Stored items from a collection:
*** Begin section ***

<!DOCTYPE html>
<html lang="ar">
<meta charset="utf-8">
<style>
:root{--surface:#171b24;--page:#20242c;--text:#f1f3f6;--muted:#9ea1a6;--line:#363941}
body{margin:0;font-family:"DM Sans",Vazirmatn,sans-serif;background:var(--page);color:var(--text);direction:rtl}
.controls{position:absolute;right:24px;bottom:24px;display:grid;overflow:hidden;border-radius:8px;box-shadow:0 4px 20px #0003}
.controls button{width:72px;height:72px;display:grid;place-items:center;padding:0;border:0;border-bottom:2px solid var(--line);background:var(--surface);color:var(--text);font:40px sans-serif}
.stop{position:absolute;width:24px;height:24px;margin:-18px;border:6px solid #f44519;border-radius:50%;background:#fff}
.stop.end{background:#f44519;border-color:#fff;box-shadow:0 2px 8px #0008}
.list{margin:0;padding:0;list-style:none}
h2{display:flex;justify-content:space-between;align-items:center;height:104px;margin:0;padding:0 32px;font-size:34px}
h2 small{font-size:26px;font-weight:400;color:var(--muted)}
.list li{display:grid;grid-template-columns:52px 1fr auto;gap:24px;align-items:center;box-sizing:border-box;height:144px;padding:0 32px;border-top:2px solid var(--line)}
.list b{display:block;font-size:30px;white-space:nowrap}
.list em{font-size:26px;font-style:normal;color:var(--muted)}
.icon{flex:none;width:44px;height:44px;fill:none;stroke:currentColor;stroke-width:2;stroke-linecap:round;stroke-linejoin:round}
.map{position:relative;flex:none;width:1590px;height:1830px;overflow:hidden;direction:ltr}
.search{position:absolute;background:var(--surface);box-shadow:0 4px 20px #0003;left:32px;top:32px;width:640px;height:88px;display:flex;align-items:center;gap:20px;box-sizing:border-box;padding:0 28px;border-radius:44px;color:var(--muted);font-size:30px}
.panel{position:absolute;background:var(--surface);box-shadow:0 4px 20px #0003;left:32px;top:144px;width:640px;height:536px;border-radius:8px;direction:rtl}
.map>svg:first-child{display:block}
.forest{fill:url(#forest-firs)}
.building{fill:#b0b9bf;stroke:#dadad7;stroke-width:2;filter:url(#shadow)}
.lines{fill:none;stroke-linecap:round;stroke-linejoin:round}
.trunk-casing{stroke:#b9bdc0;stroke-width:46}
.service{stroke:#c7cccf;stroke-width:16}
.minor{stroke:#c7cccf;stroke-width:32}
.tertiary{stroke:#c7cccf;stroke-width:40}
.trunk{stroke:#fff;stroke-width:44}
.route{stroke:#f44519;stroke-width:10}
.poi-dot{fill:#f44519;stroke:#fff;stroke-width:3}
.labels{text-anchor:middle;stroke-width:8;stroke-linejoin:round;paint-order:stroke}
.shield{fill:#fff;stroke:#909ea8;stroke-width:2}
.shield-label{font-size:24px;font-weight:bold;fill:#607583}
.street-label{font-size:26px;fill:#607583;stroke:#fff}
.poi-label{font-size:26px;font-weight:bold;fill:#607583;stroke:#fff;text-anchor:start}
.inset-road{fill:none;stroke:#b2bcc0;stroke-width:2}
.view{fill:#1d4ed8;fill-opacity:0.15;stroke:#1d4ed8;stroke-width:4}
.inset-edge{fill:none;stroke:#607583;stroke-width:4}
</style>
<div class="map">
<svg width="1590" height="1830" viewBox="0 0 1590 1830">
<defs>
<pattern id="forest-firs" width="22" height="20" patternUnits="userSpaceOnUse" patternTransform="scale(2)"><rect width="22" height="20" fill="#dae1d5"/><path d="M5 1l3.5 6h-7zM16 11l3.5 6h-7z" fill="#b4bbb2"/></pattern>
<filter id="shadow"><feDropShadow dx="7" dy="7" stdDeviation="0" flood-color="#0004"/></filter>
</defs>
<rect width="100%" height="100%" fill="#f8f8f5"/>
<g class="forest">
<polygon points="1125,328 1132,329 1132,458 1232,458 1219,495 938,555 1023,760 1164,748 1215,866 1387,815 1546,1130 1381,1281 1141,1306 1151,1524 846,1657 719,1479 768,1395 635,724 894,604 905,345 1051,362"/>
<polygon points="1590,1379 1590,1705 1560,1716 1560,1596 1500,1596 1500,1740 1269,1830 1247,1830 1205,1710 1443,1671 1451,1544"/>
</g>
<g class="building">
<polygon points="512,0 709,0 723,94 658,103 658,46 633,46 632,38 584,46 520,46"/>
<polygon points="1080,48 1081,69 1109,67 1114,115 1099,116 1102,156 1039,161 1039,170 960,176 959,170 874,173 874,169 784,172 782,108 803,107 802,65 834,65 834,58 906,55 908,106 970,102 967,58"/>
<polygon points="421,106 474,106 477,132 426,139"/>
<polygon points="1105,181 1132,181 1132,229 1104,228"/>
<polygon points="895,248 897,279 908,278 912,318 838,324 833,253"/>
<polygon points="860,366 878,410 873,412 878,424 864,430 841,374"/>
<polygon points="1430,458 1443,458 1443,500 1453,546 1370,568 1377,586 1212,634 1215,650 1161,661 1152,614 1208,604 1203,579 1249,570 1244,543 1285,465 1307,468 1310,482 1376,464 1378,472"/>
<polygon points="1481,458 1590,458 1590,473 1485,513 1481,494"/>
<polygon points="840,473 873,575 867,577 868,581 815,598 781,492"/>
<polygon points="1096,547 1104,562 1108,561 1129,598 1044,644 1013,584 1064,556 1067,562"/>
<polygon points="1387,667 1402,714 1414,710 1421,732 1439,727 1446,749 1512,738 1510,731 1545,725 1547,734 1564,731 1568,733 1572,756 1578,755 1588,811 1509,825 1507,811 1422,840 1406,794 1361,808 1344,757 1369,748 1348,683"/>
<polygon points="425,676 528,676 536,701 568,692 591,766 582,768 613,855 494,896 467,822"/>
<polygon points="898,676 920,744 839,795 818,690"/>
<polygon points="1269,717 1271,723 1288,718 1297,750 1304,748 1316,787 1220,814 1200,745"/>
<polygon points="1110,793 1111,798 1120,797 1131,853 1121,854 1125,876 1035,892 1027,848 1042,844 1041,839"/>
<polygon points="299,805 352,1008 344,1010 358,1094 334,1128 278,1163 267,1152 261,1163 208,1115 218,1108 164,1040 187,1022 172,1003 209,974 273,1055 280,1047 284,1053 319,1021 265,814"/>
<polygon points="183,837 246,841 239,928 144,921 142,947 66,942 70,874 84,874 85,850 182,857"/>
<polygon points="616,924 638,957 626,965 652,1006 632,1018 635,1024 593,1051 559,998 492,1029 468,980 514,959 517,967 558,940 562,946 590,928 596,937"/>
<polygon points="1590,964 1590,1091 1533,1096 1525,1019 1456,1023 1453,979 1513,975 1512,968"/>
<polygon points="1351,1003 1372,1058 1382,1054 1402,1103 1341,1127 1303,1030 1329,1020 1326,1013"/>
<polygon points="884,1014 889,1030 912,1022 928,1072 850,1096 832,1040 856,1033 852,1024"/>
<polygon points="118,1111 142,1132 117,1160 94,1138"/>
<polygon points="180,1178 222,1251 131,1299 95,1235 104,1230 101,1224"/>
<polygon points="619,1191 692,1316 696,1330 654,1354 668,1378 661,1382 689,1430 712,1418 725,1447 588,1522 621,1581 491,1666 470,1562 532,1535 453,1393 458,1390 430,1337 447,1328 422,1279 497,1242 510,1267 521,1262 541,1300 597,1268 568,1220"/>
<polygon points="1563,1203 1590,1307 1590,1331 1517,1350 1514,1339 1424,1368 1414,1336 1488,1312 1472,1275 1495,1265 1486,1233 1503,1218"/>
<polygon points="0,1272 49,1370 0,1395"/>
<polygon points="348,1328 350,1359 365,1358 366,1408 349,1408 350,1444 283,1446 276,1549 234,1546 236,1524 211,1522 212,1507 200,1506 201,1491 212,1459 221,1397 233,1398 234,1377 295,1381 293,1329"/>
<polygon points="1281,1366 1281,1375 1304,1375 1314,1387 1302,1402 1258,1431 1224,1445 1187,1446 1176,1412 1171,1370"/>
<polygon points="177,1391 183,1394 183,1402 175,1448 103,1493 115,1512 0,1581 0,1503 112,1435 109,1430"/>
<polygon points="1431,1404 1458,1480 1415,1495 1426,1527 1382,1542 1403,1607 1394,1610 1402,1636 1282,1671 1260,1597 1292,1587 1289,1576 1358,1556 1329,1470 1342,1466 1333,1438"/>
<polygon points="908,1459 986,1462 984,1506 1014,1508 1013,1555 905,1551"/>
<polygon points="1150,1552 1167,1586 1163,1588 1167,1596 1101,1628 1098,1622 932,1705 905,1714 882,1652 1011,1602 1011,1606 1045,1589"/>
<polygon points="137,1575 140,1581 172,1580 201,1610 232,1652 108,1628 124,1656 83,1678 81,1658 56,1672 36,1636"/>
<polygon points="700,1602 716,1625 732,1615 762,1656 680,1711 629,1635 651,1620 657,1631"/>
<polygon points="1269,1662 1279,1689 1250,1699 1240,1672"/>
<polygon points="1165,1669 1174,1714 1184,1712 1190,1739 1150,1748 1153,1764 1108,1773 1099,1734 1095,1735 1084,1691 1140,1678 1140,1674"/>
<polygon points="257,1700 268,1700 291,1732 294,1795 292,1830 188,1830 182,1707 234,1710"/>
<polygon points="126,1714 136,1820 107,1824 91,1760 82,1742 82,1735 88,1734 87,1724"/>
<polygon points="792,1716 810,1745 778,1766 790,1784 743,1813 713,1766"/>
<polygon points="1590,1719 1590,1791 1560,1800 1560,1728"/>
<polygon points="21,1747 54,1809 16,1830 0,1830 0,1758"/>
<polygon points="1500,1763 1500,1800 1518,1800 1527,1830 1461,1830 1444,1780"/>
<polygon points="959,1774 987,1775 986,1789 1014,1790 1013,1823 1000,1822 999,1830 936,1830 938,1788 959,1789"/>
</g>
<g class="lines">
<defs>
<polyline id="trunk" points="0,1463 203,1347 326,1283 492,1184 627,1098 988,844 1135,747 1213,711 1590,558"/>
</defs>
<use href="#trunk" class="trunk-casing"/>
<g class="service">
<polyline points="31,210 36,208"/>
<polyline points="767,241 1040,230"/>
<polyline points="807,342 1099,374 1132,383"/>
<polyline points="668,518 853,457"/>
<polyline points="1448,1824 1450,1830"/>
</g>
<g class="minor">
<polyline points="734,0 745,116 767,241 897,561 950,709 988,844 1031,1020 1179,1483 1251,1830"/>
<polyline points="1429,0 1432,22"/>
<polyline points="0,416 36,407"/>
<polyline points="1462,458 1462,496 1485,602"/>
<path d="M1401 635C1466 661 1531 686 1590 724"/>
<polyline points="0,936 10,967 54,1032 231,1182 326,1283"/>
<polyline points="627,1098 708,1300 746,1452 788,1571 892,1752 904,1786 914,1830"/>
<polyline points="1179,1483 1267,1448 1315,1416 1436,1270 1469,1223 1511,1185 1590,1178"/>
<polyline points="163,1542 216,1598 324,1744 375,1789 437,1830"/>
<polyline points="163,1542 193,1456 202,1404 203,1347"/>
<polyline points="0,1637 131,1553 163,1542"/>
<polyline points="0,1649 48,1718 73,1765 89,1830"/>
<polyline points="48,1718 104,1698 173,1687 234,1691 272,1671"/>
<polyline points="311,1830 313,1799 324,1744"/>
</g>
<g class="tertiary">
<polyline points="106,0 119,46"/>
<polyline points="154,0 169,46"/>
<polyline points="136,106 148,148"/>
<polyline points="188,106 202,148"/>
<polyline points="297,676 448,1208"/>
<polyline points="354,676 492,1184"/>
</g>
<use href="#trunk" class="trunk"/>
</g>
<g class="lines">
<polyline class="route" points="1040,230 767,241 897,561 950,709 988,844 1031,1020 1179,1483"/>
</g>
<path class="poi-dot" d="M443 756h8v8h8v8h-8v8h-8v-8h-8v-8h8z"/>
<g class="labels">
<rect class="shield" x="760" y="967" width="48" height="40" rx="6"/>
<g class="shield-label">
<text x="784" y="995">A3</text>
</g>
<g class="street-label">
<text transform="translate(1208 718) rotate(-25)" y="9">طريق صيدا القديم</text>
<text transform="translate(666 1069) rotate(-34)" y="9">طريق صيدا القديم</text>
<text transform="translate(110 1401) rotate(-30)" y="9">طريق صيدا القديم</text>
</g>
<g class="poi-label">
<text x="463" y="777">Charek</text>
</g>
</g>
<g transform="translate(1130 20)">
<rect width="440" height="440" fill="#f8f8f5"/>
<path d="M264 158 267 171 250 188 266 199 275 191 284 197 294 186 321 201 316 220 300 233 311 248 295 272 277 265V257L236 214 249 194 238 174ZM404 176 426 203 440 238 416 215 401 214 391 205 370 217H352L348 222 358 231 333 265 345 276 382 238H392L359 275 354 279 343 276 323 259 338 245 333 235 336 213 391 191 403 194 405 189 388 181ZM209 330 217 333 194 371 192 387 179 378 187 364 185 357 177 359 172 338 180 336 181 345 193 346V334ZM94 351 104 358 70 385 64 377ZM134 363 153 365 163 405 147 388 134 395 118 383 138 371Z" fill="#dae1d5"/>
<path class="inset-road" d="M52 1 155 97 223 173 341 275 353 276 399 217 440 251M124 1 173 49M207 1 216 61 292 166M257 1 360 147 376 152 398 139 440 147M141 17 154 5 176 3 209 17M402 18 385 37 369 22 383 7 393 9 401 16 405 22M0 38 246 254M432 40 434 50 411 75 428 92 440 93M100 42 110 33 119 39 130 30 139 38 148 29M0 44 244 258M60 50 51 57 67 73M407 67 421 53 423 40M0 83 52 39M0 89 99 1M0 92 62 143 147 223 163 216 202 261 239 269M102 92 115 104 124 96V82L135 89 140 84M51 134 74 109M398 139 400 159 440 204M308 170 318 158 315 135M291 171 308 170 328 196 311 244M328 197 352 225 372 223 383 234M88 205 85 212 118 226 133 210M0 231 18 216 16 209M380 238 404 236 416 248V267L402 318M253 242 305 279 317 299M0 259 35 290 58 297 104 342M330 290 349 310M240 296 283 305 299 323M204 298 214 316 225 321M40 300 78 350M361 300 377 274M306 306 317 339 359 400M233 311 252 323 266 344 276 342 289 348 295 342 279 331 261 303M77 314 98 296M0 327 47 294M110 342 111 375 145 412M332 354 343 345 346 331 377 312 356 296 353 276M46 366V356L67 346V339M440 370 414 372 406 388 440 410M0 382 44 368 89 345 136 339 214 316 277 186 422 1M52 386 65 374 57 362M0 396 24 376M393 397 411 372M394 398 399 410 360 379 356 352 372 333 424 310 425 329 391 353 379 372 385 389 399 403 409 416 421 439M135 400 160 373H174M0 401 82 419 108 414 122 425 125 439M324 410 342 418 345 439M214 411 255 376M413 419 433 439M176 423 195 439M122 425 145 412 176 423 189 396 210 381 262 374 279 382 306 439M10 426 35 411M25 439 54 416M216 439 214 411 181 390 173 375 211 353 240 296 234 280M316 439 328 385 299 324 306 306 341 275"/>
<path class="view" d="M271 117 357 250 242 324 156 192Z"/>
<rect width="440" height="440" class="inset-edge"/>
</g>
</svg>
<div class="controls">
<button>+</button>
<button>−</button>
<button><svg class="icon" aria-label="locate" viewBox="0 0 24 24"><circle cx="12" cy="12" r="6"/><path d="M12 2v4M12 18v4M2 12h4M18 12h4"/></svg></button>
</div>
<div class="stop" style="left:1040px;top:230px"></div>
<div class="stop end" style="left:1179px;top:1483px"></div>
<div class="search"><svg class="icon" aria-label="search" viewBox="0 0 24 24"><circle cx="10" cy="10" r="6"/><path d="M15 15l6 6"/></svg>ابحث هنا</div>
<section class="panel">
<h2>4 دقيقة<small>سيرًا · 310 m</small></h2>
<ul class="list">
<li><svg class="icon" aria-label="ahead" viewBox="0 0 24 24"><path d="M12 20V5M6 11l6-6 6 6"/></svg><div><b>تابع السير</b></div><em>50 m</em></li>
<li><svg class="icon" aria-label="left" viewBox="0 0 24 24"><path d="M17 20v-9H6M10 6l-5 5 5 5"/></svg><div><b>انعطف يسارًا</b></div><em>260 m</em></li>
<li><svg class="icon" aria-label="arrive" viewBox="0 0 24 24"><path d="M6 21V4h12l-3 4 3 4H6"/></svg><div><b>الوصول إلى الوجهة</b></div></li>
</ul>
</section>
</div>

*** End section ***

Work to be completed> Beginning with the line that contains "20V5M6 11l6-6 6", write out every line through the end of the entries above, exactly.

Answer to this problem>
<li><svg class="icon" aria-label="ahead" viewBox="0 0 24 24"><path d="M12 20V5M6 11l6-6 6 6"/></svg><div><b>تابع السير</b></div><em>50 m</em></li>
<li><svg class="icon" aria-label="left" viewBox="0 0 24 24"><path d="M17 20v-9H6M10 6l-5 5 5 5"/></svg><div><b>انعطف يسارًا</b></div><em>260 m</em></li>
<li><svg class="icon" aria-label="arrive" viewBox="0 0 24 24"><path d="M6 21V4h12l-3 4 3 4H6"/></svg><div><b>الوصول إلى الوجهة</b></div></li>
</ul>
</section>
</div>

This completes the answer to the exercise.